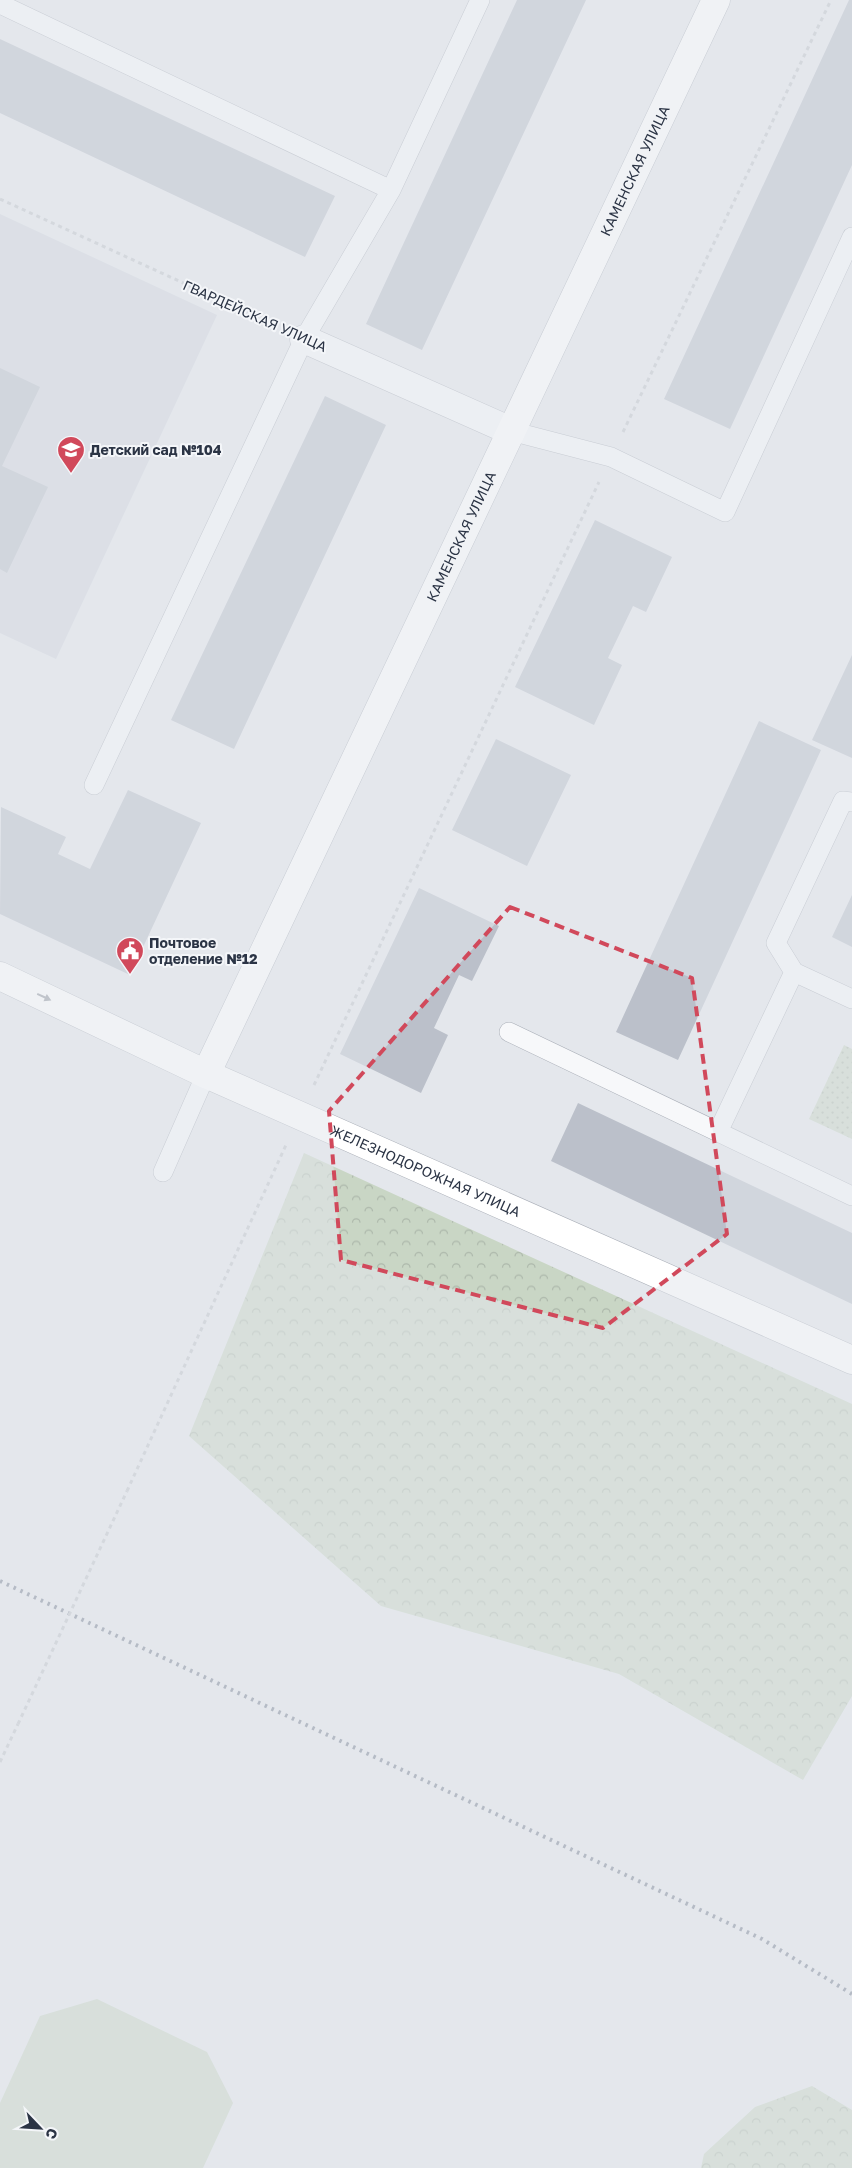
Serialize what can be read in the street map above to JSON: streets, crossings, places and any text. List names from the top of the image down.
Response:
{
  "streets": {
    "street": ["КАМЕНСКАЯ УЛИЦА", "ГВАРДЕЙСКАЯ УЛИЦА", "ЖЕЛЕЗНОДОРОЖНАЯ УЛИЦА"]
  },
  "crossings": [
    ["КАМЕНСКАЯ УЛИЦА", "ГВАРДЕЙСКАЯ УЛИЦА"],
    ["КАМЕНСКАЯ УЛИЦА", "ЖЕЛЕЗНОДОРОЖНАЯ УЛИЦА"]
  ],
  "places": {
    "school or university": ["Детский сад №104"],
    "public building": ["Почтовое отделение №12"]
  },
  "north": "bottom right"
}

= = =

● Required work
Could the listing above be transcribed exactly, with the pictures left out?

● Your solution
Serialize what can be read in the street map above to JSON: streets, crossings, places and any text. List names from the top of the image down.
Response:
{
  "streets": {
    "street": ["КАМЕНСКАЯ УЛИЦА", "ГВАРДЕЙСКАЯ УЛИЦА", "ЖЕЛЕЗНОДОРОЖНАЯ УЛИЦА"]
  },
  "crossings": [
    ["КАМЕНСКАЯ УЛИЦА", "ГВАРДЕЙСКАЯ УЛИЦА"],
    ["КАМЕНСКАЯ УЛИЦА", "ЖЕЛЕЗНОДОРОЖНАЯ УЛИЦА"]
  ],
  "places": {
    "school or university": ["Детский сад №104"],
    "public building": ["Почтовое отделение №12"]
  },
  "north": "bottom right"
}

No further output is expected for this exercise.